══ DATASET RECORDS

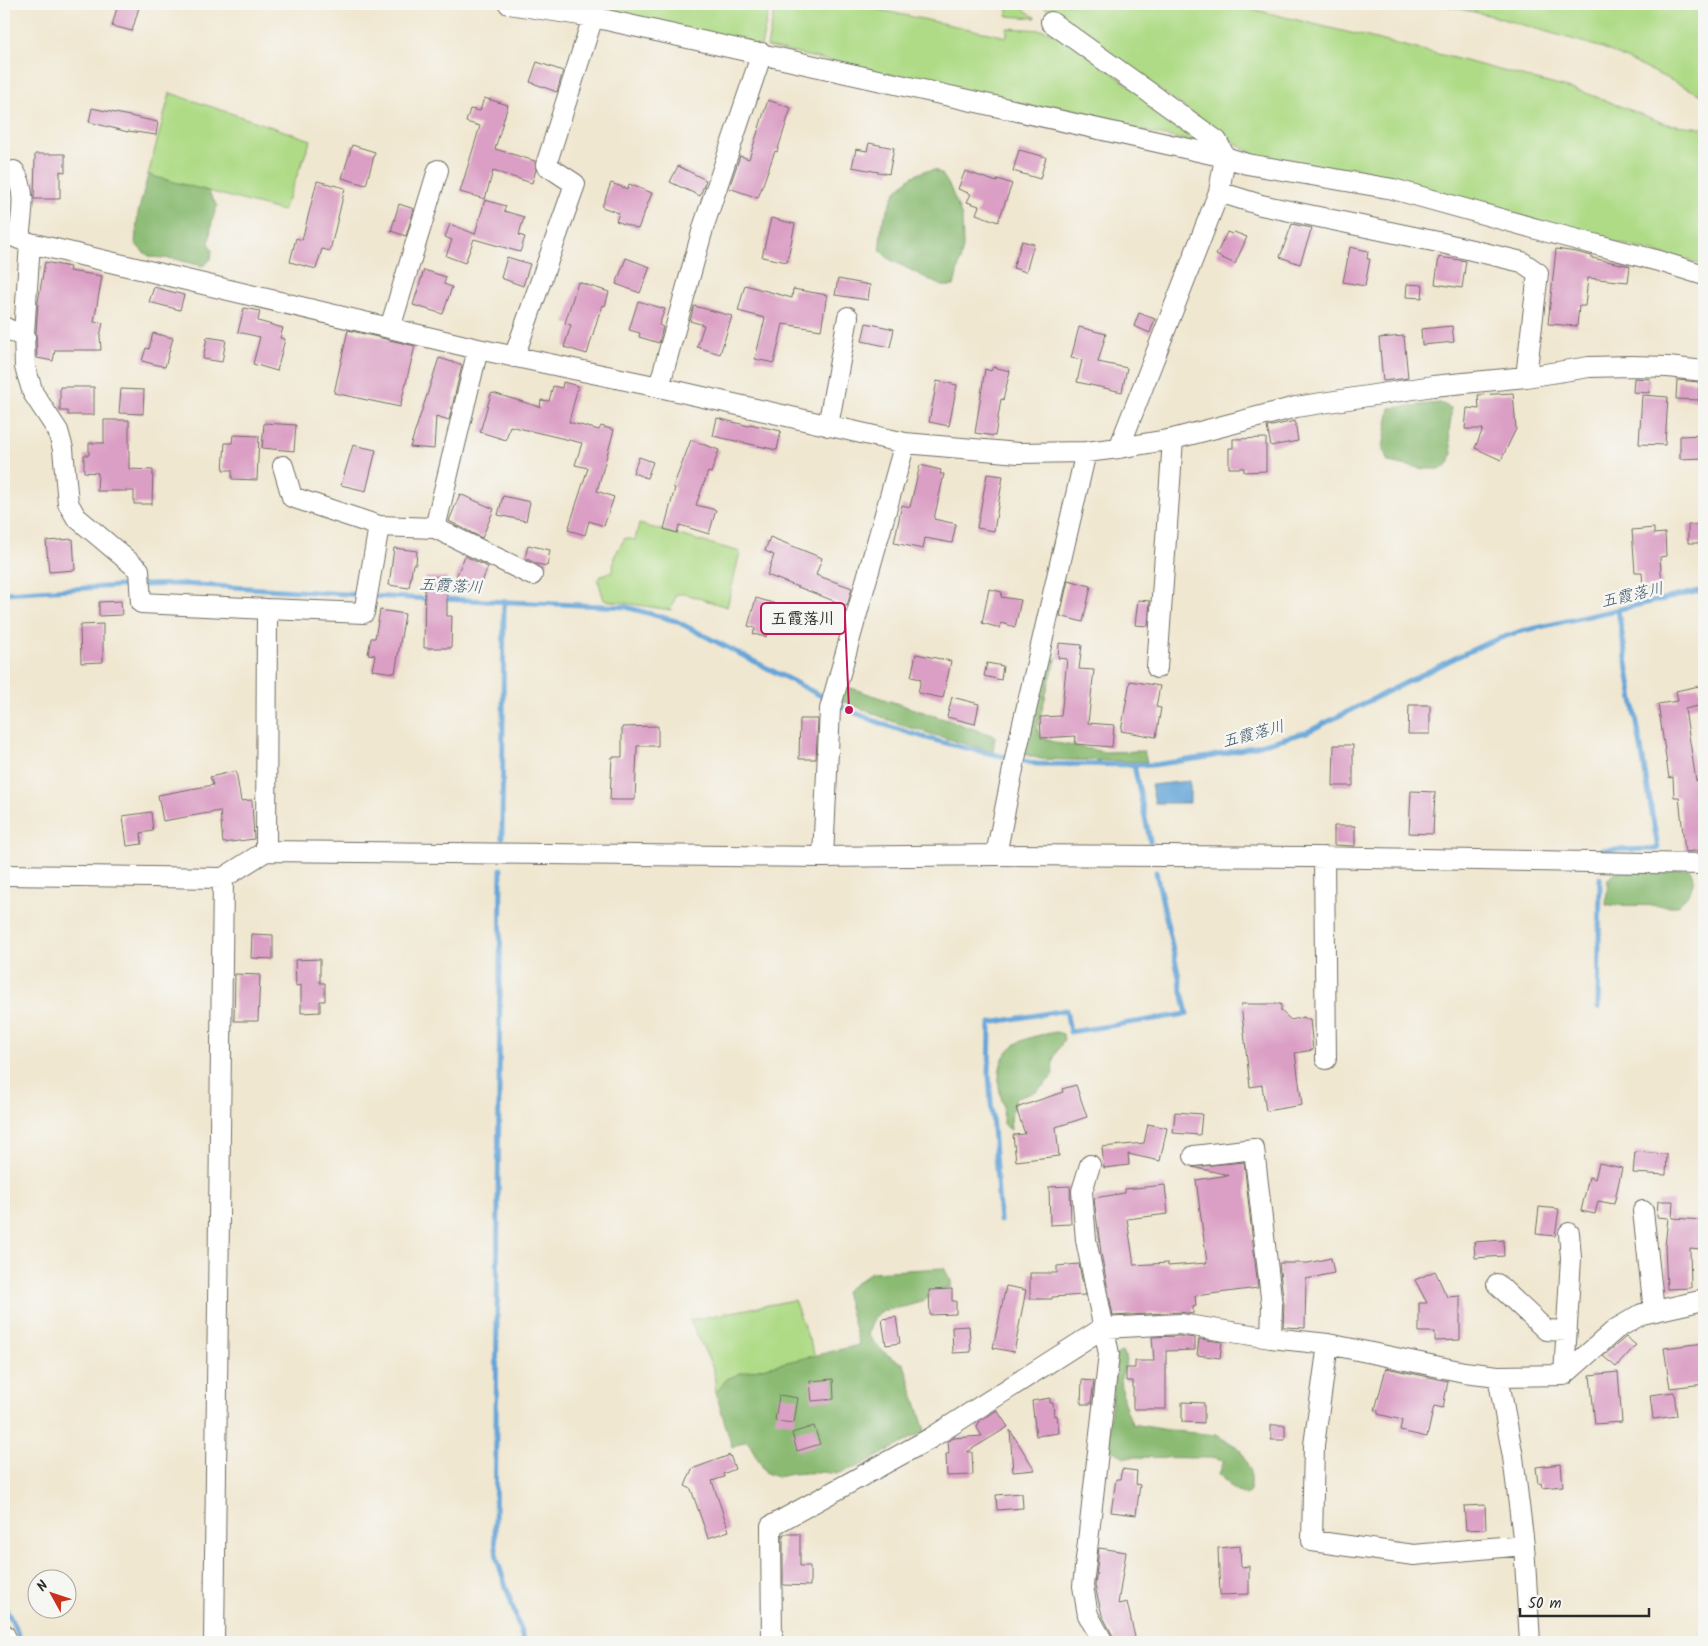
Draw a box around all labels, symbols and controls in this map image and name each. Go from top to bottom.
water label: 五霞落川 [418,572,484,601]
water label: 五霞落川 [1598,576,1666,615]
callout: 五霞落川 [761,603,845,634]
text: 五霞落川 [771,607,835,632]
water label: 五霞落川 [1219,714,1288,755]
north arrow [28,1568,78,1618]
text: N [32,1576,54,1597]
scale bar [1520,1586,1649,1618]
text: 50 m [1528,1592,1562,1616]

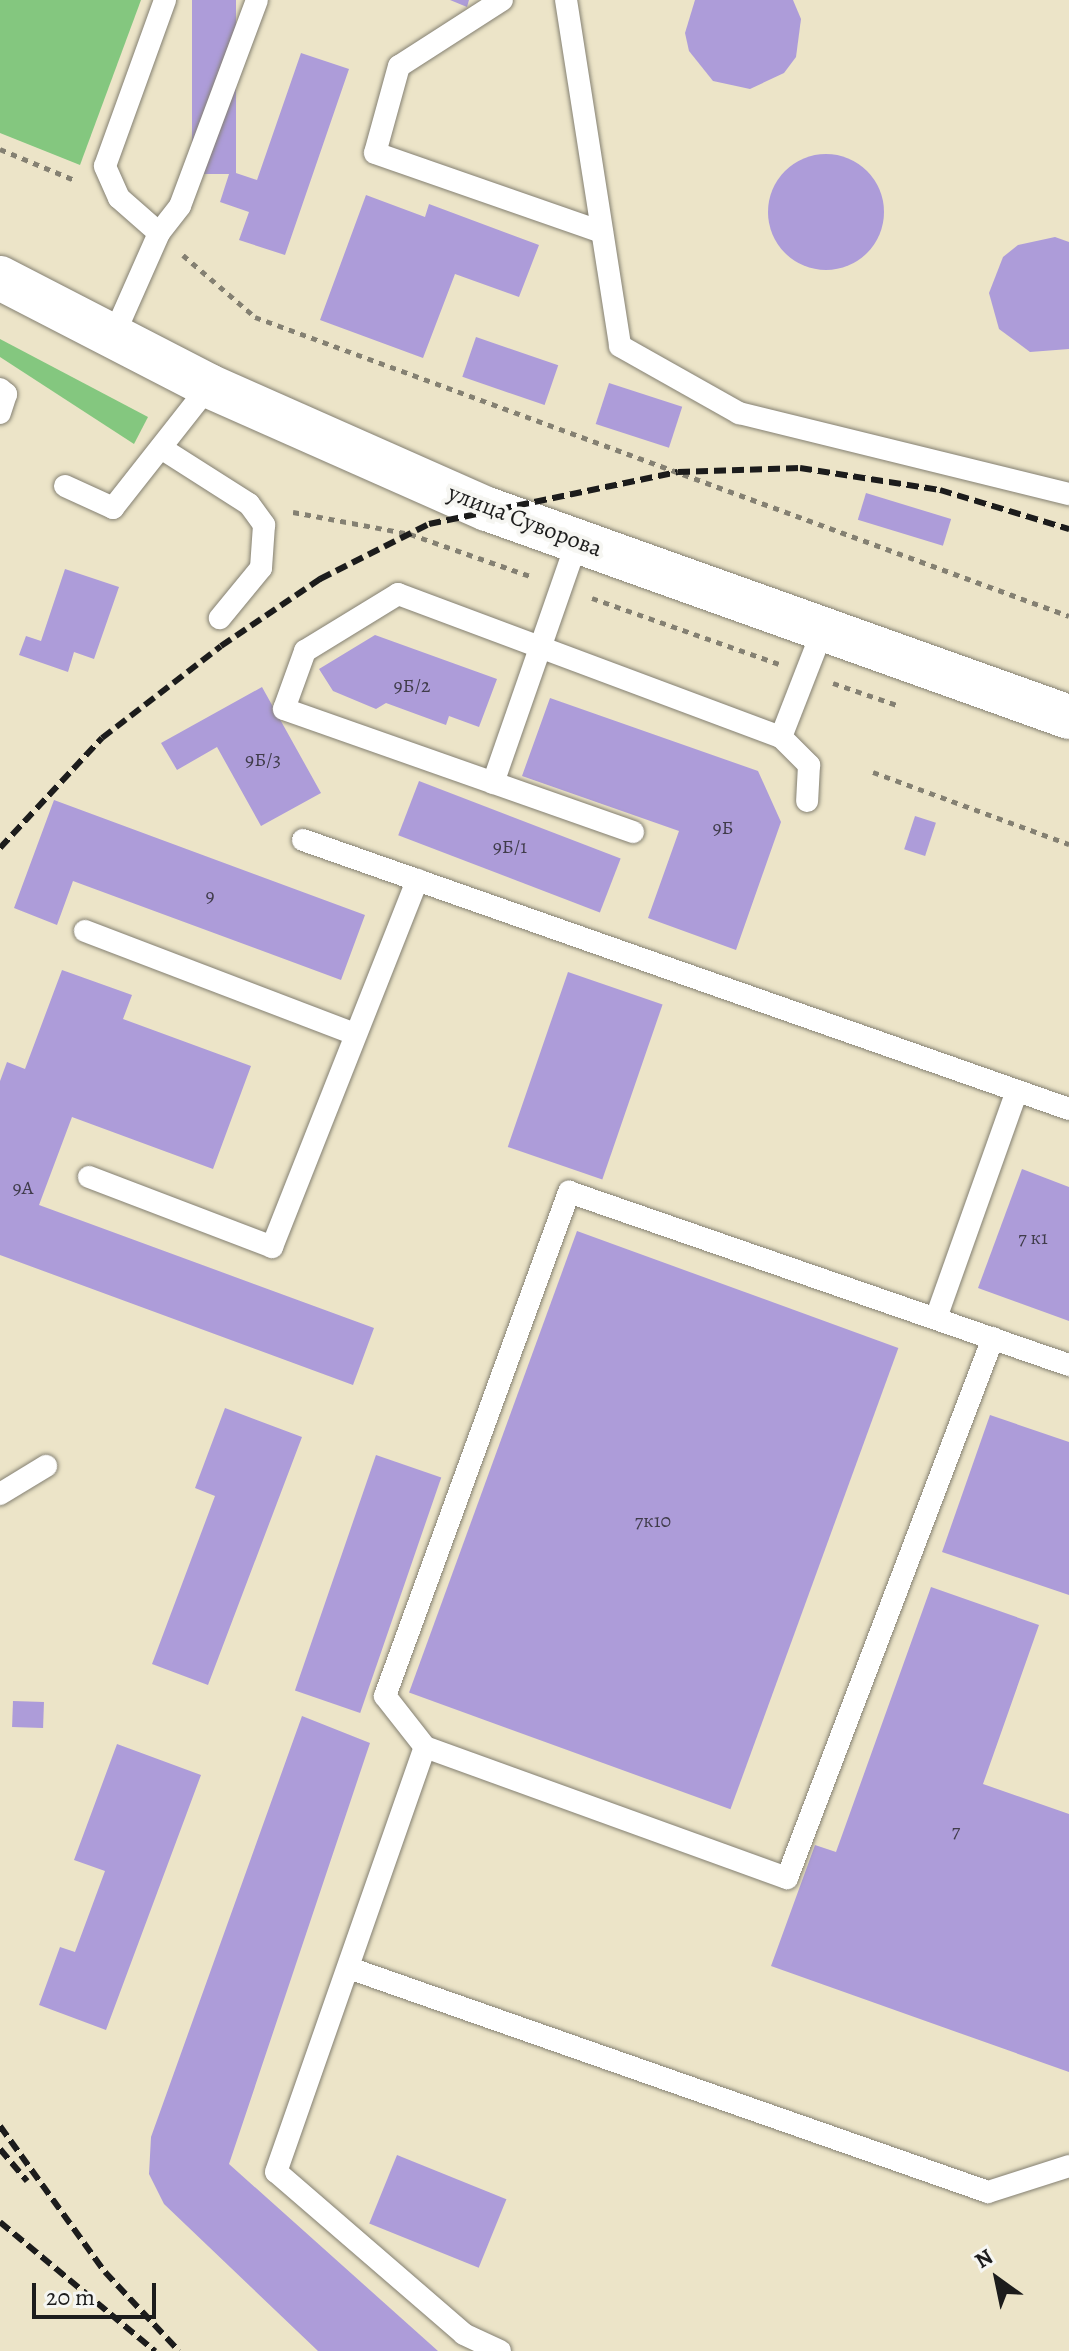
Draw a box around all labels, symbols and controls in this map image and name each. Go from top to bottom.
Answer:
street label: улица Суворова [444,478,606,564]
house number: 9Б/2 [393,673,431,697]
house number: 9Б/3 [245,747,281,771]
house number: 9Б [712,815,734,839]
house number: 9Б/1 [493,834,527,858]
house number: 9 [205,883,215,907]
house number: 9А [13,1175,33,1199]
house number: 7 к1 [1018,1225,1048,1249]
house number: 7к10 [635,1508,671,1532]
house number: 7 [952,1818,960,1842]
north arrow [957,2239,1037,2319]
text: N [969,2242,999,2276]
scale bar [36,2267,160,2317]
text: 20 m [46,2281,95,2313]

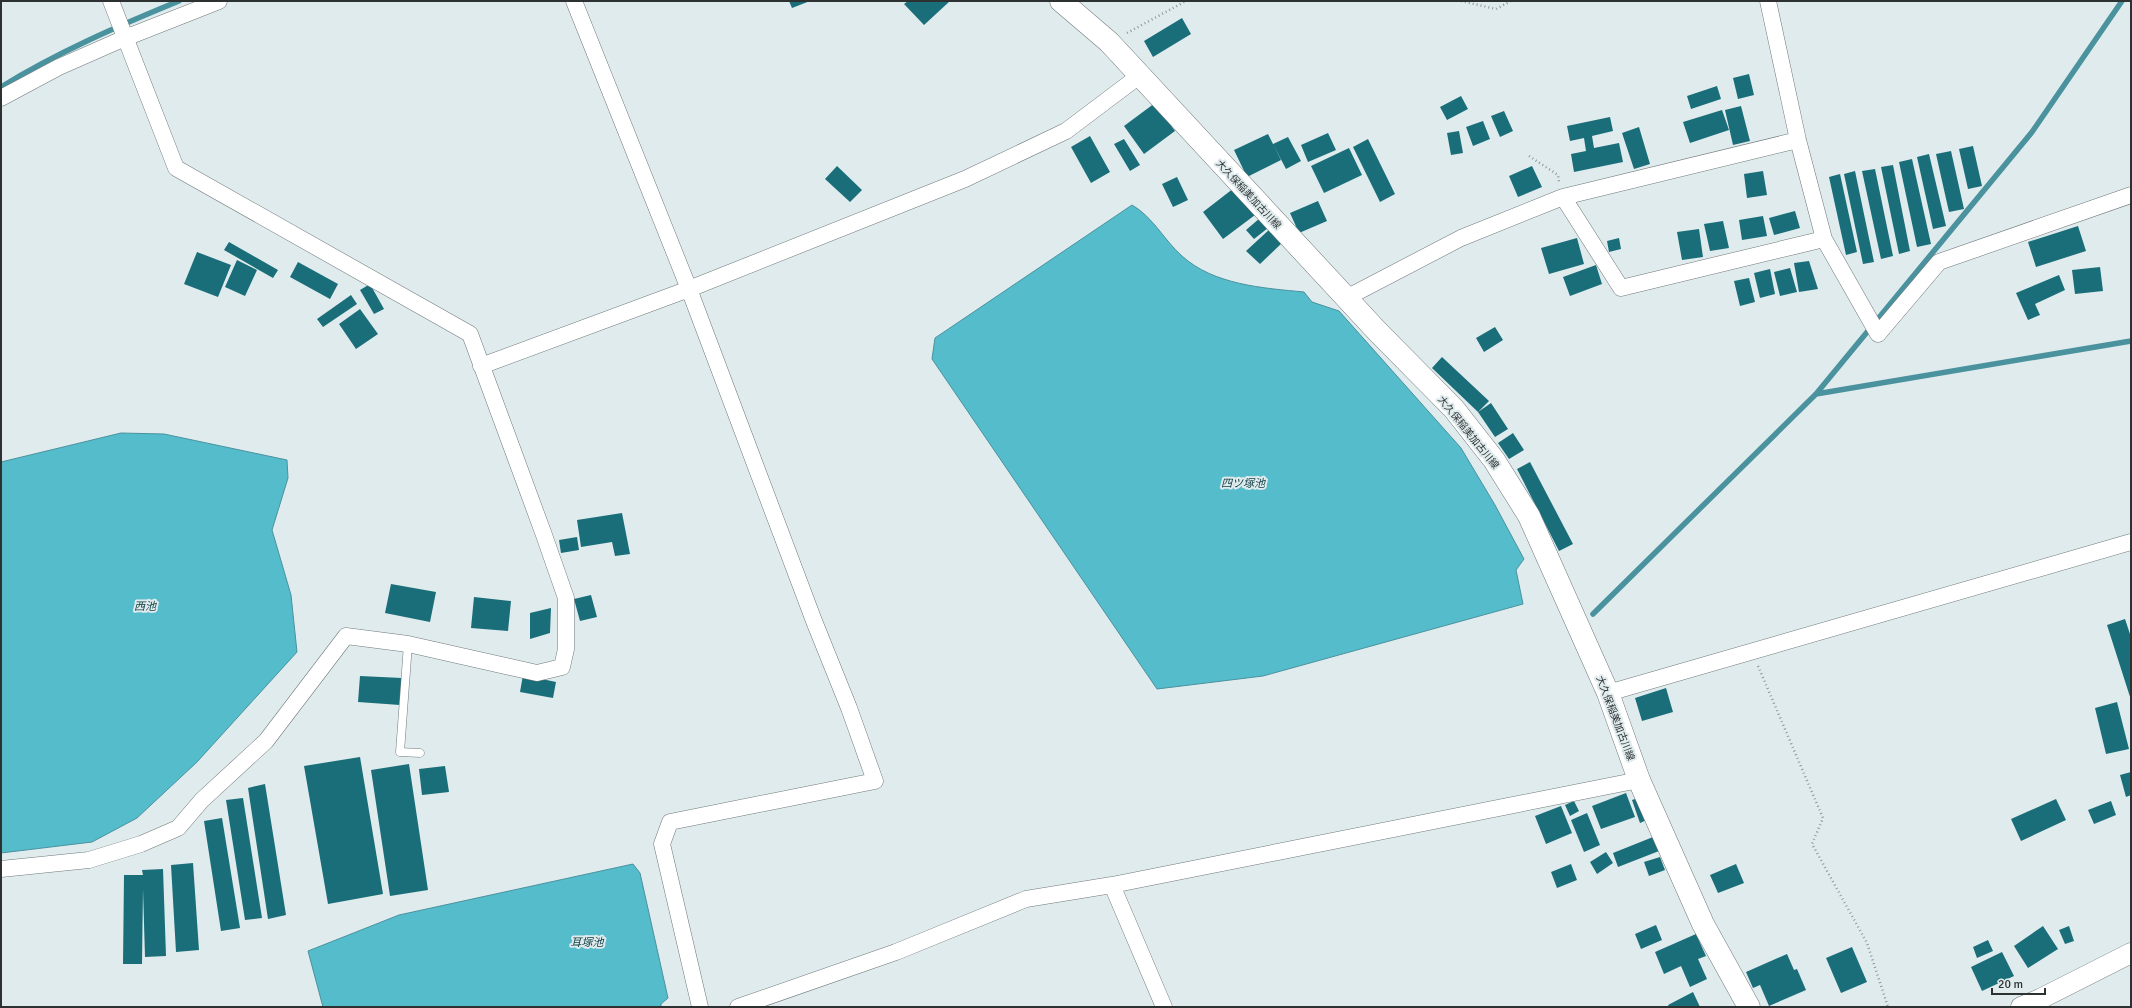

════

→ WHAT THIS TASK INVOLVES: Give the records again exactly, minus the pictures.

→ ANSWER SPACE:
Draw a box around all labels, symbols and controls in this map image and name each. Go from top to bottom.
water label: 五霞落川 [418,572,484,601]
water label: 五霞落川 [1598,576,1666,615]
callout: 五霞落川 [761,603,845,634]
text: 五霞落川 [771,607,835,632]
water label: 五霞落川 [1219,714,1288,755]
north arrow [28,1568,78,1618]
text: N [32,1576,54,1597]
scale bar [1520,1586,1649,1618]
text: 50 m [1528,1592,1562,1616]

Draw a box around all labels, symbols and controls in this map image and name each. Go from top to bottom.
Answer:
street label: улица Суворова [444,478,606,564]
house number: 9Б/2 [393,673,431,697]
house number: 9Б/3 [245,747,281,771]
house number: 9Б [712,815,734,839]
house number: 9Б/1 [493,834,527,858]
house number: 9 [205,883,215,907]
house number: 9А [13,1175,33,1199]
house number: 7 к1 [1018,1225,1048,1249]
house number: 7к10 [635,1508,671,1532]
house number: 7 [952,1818,960,1842]
north arrow [957,2239,1037,2319]
text: N [969,2242,999,2276]
scale bar [36,2267,160,2317]
text: 20 m [46,2281,95,2313]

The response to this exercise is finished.